When he started pre-school we would ask him every day, “What did you do today Ryan?” Silence was the response. The ability to express what he had done in the last three hours was an insurmountable task for our boy. Autism limited communication skills to smiling, pointing, crying or yelling. He could do simple sign language to indicate basic wants and needs but as parents we ached to have our questions answered with more than just silence or simple signs.

As the snake monologue continues, I remember the day he came home and was once again asked, “What did you do today at school?”

“I played.”

Stunned, I hugged him tightly while tearing up and said “Wow, that sounds like fun.”

From there his standard answer was, “I played.” We learned how to help him unpack the day, one question at a time.

“Who did you play with?”

“Johnny.”

“Where did you play?”

“Sandbox.”

It was like a game of Autism Archaeology, digging through the layers question by question to piece together his day. Eventually his answers got longer, sometimes a full sentence, sometimes two sentences. He would never offer information unsolicited, we had to start the exercise in dissecting his day but at least now he participated.

When he was excited about a topic, he offered up information on his own without prompting. I remember the first time I had to actually turn to him and say, “Ryan, you need to wait until I’m done speaking to your brother.” The fact that I had to ask him to pause was a testament to how far he had come.

So, this weekday morning, when I am tired and not all that interested in snake trivia, most of which I have heard many times before, I stop and remember the little boy who could not tell me about his day. I count to 10 and am grateful that he is now providing me with a lecture about snakes.

We have learned that the best path is to meet him in his world because he often doesn’t relate to ours. If the topic is snakes, then let’s talk snakes. If it’s airplanes then tell me all about the number of propellers on a B17 versus a B25. By the way, four on the former, two on the latter. If I’m ever on Jeopardy and the categories include Snakes, WWII Airplanes and lines from SpongeBob I am going to run the board.

I am grateful for the interruption, grateful to hear his voice and enthusiasm. I have more patience when his neurotypical brothers interrupt me with long, drawn out stories about what happened at school or soccer practice or the details of Java programming.

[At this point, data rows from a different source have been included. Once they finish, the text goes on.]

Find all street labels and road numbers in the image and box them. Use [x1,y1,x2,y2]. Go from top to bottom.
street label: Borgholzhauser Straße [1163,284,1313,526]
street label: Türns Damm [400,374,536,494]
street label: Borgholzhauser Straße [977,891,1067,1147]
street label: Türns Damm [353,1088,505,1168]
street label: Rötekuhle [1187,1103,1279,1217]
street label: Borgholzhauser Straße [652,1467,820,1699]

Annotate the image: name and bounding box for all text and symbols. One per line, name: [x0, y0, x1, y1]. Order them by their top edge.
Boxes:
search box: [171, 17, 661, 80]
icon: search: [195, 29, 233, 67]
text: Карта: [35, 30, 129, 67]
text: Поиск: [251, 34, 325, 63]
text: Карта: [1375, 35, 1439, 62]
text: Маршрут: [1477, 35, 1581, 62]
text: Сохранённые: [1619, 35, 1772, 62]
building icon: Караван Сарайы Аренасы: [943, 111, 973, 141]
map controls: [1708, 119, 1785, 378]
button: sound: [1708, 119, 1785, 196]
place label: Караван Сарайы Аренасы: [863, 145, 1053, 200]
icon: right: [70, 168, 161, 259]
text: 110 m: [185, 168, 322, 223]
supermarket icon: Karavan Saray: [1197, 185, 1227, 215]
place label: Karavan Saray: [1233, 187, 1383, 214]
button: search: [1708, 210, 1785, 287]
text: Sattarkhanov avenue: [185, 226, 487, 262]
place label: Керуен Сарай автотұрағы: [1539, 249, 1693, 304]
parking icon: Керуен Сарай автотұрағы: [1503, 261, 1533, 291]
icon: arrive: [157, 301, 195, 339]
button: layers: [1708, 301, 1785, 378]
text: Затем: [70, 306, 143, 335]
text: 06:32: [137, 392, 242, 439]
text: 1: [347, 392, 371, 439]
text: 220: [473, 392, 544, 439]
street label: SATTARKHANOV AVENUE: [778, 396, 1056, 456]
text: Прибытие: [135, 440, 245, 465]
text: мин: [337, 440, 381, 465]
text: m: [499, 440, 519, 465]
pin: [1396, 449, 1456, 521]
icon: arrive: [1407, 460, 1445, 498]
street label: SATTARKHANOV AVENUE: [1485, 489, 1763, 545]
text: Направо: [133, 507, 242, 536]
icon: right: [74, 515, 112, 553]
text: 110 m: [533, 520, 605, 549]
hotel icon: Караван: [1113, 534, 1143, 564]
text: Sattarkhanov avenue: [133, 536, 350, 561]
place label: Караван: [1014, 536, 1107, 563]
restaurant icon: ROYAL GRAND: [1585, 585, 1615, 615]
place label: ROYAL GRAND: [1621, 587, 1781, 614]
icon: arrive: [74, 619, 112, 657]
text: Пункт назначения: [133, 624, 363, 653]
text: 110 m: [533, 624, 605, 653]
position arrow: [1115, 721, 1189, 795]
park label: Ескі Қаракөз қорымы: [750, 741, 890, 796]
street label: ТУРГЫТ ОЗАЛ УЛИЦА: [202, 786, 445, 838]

So, celebrate interruptions, celebrate seemingly unimportant information about snakes, airplanes, penalty kicks and computer code. Consider yourself blessed if your children can interrupt you with questions and demands.

Although we had to wait, we were lucky to finally be able to hear what our boy had to say. Some parents are still waiting.

 

Regina Stoops is a comedian, writer and Autism Mom living in the San Francisco Bay Area. Scroll down to subscribe to her blog for more stories about the adventures of her "normal" life.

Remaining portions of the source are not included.